Exploring complex phenomena using ultracold atoms in bichromatic lattices

TL;DR

This paper investigates many-body quantum phenomena in quasiperiodic potentials using ultracold atoms, revealing connections with classical mechanics and identifying signatures of different insulating phases through experimental observables.

Contribution

It introduces a visualization method linking many-body quantum phases with classical KAM phenomena and distinguishes insulator phases via perturbative analysis and observable signatures.

Findings

Identification of three characteristic phases: metallic, Anderson, and band insulator.

Observation of nonlinear phenomena such as Arnold tongues and bifurcations.

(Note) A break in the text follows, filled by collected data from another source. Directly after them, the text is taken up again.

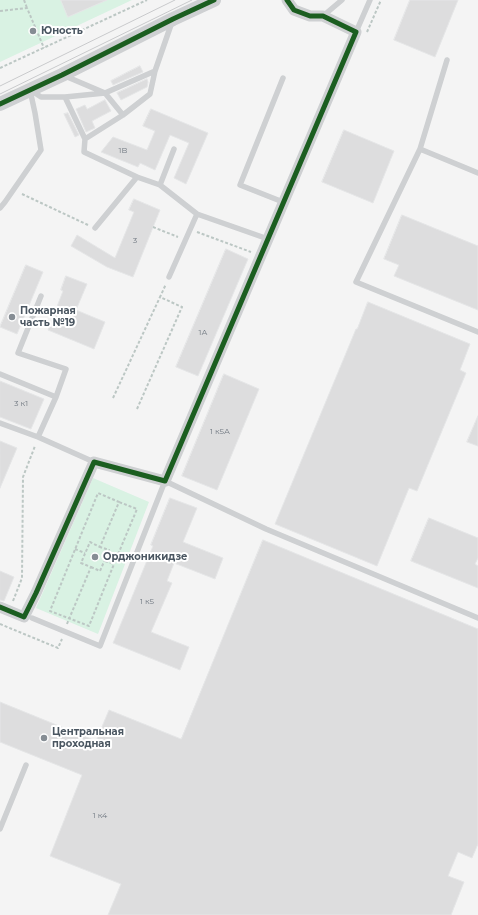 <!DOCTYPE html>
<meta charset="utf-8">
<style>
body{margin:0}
canvas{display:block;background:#f4f4f4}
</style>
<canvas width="478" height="915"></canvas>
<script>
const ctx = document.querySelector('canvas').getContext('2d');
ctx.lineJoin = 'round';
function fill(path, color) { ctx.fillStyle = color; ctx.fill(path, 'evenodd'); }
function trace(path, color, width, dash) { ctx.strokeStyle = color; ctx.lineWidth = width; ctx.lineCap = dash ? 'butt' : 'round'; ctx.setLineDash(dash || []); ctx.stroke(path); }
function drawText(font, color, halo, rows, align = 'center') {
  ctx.font = font + ' Montserrat,sans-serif'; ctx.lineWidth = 4; ctx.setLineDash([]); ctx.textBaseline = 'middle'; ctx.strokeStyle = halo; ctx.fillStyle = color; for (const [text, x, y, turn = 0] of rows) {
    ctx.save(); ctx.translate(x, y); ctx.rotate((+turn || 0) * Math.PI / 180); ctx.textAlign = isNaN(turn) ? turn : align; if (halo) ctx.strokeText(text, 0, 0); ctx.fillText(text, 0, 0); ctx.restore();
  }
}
fill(new Path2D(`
 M 0,0 L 132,0 L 0,62 Z
 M 93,478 L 149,502 L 98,634 L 36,608 Z`), '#d9f2e3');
const building = new Path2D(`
 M 61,0 L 107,0 L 68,17 Z
 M 410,0 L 458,0 L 435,57 L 394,40 Z
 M 140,66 L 143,72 L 113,85 L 111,81 Z
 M 147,79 L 148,82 L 147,87 L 121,100 L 117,93 Z
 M 105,100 L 111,111 L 92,121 L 95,128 L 86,132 L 76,109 L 85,105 L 87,109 Z
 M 151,109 L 208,133 L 186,184 L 174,178 L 189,143 L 170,135 L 155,170 L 140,163 L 138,167 L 101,152 L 113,137 L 147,150 L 155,131 L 143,126 Z
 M 68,113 L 79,135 L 75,137 L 64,114 Z
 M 344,130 L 394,151 L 373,203 L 322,182 Z
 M 134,199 L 160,210 L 133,277 L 107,267 L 71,246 L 77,235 L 115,258 L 134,212 L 129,210 Z
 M 402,215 L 478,246 L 478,310 L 394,276 L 399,265 L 384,259 Z
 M 226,249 L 248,259 L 198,376 L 176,367 Z
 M 26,265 L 43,272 L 17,334 L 0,327 Z
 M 66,276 L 87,284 L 76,310 L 105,322 L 94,349 L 48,330 L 63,291 L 61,290 Z
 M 368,302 L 470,344 L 460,370 L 466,373 L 417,491 L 409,488 L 377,566 L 275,524 L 356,329 L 357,329 Z
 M 224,374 L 259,389 L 217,490 L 182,476 Z
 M 0,381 L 44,399 L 31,429 L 0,417 Z
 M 478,416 L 478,446 L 467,442 Z
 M 0,441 L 17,448 L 0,488 Z
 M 170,498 L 197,508 L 183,542 L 223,558 L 215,579 L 174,563 L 167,581 L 172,583 L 151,632 L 189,647 L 180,670 L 113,643 L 153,546 L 151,545 Z
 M 429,518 L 478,538 L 478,558 L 475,564 L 478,566 L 478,588 L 411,561 Z
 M 263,540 L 478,629 L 478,844 L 472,858 L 458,852 L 448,876 L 464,882 L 451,915 L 108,915 L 121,884 L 50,856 L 82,775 L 0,742 L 0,702 L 96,741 L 109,710 L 181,739 Z
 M 0,571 L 14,577 L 4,601 L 0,600 Z`);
fill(building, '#ddddde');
trace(building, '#e5e6e7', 1);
trace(new Path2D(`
 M 24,0 L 27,8
 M 0,11 L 27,8 L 44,48
 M 367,32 L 381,0
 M 0,68 L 147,0
 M 22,194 L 88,225
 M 153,227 L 178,237
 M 197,232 L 251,252
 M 113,398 L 160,297
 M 137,409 L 182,307 L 160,297 L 166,284
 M 75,549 L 85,553
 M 105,561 L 114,564
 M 91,567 L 100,571 L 109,550 L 100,547
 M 13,601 L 22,578 L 23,477 L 35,446
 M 0,624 L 58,648 L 62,639
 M 67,624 L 69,619 L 91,567 L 81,563 L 90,542 L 100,547 L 119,502 L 98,493 L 50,611 L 89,626 L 114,564 L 137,509 L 119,502`), '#bcc7c4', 2, [3, 2]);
trace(new Path2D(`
 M 323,16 L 342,0
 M 356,32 L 370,0
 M 447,60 L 420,149 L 356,282 L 478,332
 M 65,76 L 105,93 L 123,115
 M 283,78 L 240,185 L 283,202
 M 32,91 L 41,97 L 65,97 L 105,93 L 155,71 L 172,22
 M 65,97 L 85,139 L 123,115 L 150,94 L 155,71
 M 85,139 L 84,152 L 137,177
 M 420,149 L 478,173
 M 160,185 L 174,149
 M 0,208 L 5,202 L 41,150 L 35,113 L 30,90
 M 95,228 L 137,177 L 160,185 L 197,214
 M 169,277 L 197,214 L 268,239
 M 41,296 L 18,353 L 66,369 L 56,397 L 38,437 L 94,462
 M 0,374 L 56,397
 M 0,423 L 38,437
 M 32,618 L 100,646 L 165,481 L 266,529 L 478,618
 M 0,829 L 26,765`), '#ced0d2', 5.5);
trace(new Path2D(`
 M 0,607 L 24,617 L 36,593 L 94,462 L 165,481 L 356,32 L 323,16 L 310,16 L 294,10 L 287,0`), '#ced0d2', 11);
trace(new Path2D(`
 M 0,104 L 62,75 L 173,19 L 214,0`), '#ced0d2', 14);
trace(new Path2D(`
 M 0,86 L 175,0
 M 0,94 L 192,0`), '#c9cacc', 1);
trace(new Path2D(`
 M 0,104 L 62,75 L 173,19 L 214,0
 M 0,607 L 24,617 L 36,593 L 94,462 L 165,481 L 356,32 L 323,16 L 310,16 L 294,10 L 287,0`), '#1b5e20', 5);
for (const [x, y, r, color] of [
 [33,31,4,"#868d94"],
 [12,317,4,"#868d94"],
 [95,557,4,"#868d94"],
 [44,738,4,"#868d94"]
]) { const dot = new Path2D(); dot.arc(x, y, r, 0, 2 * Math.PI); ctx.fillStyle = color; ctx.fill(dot); trace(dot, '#fff', 1.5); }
drawText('8px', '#707881', null, [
 ["1В",123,151],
 ["3",135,241],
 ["1А",203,333],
 ["3 к1",21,404],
 ["1 к5А",220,432],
 ["1 к5",147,602],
 ["1 к4",100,816]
]);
drawText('bold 10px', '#4a5661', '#fff', [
 ["Юность",41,31],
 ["Пожарная",20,311],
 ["часть №19",20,323],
 ["Орджоникидзе",103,557],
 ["Центральная",52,732],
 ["проходная",52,744]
], 'left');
</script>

Perturbative analysis clarifies distinctions between insulator phases.

Abstract

With an underlying common theme of competing length scales, we study the many-body Schr\"{o}dinger equation in a quasiperiodic potential and discuss its connection with the Kolmogorov-Arnold-Moser (KAM) problem of classical mechanics. We propose a possible visualization of such connection in experimentally accessible many-body observables. Those observables are useful probes for the three characteristic phases of the problem: the metallic, Anderson and band insulator phases. In addition, they exhibit fingerprints of non-linear phenomena such as Arnold tongues, bifurcations and devil's staircases. Our numerical treatment is complemented with a perturbative analysis which provides insight on the underlying physics. The perturbation theory approach is particularly useful in illuminating the distinction between the Anderson insulator and the band insulator phases in terms of paired sets of dimerized states.